Tilden: I think one thing that really helps is for people to come to understand that our ego and our mind's thinking are not the only ways we can know something, the only places that tell us where we are, and who we are. There is this whole historic faculty identified in contemplative tradition that we can call our spiritual hearts, which is not just a matter of willing and feeling, but is a matter of knowing. It's a quality of intuitive awareness. When a person is in that quality of presence--with the help of others who can let them trust what's happening there--a sense of inclusive, compassionate, undefended, direct in-touch-ness with what is really there and going on can develop. That provides a whole different possibility for a way of living in human community and of going deeper in your own awareness as the ground for making your decisions and for letting go what gets in the way of that deeper, freer, confident way and place of being.

These years of experience with the contemplative way sound almost like a foreign language, an unknown land, an experience that's unfamiliar, and really, that direct in-touch-ness with what is really real is almost an awakening.

Tilden: It's a way of finding our true home, finally, so it's not alien once people really touch it.

So what does contemplative practice bring to the world today?

Richard: It un-trains us in the reactive response, which is almost always a narcissistic response. It un-trains us in an obsessive-compulsive response, which, now the study of neurons is telling us, most responses are; they're repetitive and compulsive. They're habitual; they're practiced. So when you stop practicing them, as you both know, you stop habituating them, you open up the field. That's, on a very physiological basis, what we're doing. That changes everything.

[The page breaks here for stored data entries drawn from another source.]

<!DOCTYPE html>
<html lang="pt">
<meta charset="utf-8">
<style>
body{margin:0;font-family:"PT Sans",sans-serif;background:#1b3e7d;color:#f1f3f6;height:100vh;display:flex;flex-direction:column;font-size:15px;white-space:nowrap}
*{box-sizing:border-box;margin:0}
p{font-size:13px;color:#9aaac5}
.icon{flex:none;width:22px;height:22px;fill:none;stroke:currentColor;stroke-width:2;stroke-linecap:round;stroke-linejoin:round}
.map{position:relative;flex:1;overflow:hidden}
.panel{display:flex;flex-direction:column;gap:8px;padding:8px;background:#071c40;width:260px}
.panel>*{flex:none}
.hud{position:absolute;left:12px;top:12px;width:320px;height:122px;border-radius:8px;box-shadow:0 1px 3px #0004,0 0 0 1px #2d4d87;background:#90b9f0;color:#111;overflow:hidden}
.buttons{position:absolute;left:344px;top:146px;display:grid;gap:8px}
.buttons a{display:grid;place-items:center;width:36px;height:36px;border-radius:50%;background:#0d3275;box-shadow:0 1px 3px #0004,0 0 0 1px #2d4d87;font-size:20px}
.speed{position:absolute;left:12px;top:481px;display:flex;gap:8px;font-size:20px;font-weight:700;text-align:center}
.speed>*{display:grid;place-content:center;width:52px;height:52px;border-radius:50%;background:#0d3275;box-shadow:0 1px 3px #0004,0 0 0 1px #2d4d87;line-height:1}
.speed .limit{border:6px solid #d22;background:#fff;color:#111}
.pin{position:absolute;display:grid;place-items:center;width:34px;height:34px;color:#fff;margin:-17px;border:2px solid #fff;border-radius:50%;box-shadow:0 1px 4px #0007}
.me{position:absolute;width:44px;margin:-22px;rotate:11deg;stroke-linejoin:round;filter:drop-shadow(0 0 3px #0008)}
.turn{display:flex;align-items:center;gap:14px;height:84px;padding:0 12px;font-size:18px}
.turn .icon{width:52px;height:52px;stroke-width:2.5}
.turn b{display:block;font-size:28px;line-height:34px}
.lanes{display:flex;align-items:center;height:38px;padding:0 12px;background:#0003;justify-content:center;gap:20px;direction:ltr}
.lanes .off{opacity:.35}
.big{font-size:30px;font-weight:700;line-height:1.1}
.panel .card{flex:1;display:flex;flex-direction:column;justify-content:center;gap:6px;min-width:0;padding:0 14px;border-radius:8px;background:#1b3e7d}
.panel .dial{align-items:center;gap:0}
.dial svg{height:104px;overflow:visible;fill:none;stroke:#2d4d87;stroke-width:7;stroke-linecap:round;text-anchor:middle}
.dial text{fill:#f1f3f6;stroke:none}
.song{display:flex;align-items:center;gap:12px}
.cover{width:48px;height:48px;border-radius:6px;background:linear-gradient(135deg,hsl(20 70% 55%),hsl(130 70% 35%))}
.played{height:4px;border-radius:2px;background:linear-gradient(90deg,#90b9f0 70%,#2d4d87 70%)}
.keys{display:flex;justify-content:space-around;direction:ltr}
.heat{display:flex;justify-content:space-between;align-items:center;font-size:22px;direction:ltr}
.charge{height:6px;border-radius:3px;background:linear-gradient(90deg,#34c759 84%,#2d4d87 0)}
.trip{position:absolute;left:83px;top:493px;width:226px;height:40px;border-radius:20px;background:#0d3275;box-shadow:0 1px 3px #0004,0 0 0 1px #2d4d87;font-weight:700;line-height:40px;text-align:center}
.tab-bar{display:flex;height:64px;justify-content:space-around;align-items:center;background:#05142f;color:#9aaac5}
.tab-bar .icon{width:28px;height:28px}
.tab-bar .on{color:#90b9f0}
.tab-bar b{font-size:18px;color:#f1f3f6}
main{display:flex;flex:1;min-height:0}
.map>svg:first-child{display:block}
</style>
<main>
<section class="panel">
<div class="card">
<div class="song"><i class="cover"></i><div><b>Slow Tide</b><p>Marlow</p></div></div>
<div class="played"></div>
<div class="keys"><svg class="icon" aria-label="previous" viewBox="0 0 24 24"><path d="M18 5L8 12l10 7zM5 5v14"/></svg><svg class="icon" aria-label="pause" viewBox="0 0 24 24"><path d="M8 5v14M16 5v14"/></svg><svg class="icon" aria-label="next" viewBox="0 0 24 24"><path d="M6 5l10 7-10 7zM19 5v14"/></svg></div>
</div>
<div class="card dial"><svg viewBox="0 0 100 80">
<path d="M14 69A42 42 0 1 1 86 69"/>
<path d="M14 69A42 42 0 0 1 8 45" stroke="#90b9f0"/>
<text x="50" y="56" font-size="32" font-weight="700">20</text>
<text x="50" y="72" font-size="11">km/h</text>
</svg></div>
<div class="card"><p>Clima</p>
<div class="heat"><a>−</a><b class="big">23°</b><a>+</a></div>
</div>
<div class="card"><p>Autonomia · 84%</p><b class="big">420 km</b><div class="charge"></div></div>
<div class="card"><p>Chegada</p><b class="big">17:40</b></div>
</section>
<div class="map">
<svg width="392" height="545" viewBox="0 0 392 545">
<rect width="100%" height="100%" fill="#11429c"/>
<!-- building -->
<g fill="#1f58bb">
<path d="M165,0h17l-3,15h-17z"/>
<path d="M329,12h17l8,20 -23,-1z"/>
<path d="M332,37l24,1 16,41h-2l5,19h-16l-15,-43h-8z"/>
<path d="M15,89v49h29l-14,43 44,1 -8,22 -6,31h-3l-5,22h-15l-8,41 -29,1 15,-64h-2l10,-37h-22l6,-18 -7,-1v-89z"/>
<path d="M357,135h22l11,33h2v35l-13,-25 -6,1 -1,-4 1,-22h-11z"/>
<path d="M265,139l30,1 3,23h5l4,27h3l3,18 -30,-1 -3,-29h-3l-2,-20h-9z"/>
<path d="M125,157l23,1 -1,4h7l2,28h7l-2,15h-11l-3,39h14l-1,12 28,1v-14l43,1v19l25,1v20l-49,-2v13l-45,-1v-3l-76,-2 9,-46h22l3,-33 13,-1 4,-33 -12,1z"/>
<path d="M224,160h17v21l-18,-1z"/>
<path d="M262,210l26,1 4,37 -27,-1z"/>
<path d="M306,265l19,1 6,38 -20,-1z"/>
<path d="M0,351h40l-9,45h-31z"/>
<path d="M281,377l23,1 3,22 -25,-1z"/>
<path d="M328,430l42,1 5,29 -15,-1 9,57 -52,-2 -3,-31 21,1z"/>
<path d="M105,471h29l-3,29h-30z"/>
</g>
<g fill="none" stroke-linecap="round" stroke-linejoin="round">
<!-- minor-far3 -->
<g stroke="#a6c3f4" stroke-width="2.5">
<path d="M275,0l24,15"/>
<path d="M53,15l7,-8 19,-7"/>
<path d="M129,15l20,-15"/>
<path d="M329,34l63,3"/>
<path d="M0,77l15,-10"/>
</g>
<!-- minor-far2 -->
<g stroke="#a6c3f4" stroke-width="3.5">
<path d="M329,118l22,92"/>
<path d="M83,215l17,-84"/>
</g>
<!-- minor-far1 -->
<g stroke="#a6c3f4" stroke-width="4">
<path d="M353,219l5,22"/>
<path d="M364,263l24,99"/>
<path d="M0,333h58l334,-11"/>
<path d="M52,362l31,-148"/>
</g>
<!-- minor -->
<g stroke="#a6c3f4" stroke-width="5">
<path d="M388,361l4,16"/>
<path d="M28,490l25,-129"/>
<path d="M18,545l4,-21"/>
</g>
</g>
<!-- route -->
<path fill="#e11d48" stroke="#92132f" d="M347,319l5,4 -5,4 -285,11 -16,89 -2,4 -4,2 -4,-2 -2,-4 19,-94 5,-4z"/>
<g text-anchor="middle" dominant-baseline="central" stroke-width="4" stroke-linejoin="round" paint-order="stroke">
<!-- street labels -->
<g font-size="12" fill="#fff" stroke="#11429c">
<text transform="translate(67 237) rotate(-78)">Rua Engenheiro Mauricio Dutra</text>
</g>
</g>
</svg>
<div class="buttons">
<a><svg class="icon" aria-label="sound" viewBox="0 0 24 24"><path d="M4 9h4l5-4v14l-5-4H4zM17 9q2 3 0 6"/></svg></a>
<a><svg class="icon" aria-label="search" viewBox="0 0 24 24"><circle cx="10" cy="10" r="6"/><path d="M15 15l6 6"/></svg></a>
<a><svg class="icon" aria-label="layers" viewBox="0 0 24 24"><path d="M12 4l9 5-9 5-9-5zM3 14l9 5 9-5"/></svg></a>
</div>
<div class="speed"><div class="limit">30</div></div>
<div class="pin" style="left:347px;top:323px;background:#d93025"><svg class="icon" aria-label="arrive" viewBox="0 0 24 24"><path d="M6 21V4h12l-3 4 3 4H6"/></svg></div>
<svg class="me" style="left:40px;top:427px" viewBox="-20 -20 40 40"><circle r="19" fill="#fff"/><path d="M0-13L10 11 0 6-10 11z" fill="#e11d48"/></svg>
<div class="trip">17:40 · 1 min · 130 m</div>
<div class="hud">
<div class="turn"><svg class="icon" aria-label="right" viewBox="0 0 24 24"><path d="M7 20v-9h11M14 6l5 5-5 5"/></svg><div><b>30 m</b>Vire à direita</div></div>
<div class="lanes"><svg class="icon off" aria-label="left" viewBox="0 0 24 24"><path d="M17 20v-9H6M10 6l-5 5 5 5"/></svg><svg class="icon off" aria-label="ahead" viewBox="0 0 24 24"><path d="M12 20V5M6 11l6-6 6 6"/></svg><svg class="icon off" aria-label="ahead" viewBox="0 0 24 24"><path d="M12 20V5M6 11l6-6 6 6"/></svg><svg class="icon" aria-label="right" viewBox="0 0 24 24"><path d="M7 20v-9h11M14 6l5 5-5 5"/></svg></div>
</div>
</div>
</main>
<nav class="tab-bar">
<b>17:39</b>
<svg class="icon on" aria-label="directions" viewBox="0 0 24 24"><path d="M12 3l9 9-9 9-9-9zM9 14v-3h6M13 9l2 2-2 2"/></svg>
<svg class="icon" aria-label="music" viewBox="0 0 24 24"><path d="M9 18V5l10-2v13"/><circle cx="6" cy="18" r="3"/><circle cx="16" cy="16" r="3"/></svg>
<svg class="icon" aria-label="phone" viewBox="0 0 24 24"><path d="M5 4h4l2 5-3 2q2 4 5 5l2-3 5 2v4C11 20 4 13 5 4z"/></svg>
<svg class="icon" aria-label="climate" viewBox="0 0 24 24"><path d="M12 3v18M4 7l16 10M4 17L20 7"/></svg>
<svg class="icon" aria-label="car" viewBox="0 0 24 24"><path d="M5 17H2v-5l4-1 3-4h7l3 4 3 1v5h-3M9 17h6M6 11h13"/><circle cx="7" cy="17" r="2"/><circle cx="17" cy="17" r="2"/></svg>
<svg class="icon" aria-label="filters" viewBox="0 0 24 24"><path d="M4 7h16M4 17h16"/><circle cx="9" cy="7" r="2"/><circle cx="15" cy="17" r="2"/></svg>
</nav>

Tilden: Well, I would certainly agree with what Richard has said, just to word it maybe a little differently -- the practice allows you to drop beneath those reactive places that come from an identification with your separate ego sense of self, and with your mind's capacity to think. It draws you toward a deeper place of awareness in you, awareness of reality as it is, where you touch into what you experience as much more your real self and your real home, and it's a place that's not just your private self and home, but it's one that belongs, you know, it belongs to God. It belongs in connection to the whole creation, and you no longer see yourself acting day by day as just this separate, independent self trying to fragilely protect what you have and to get something more, but you're functioning from a much freer, deeper, clearer, place in you that allows the world, I think, to become a different place.

I want to thank the two of you for rediscovering the contemplative lineage within our own Christian tradition, the mystical tradition, and for bringing this forward for all of us today.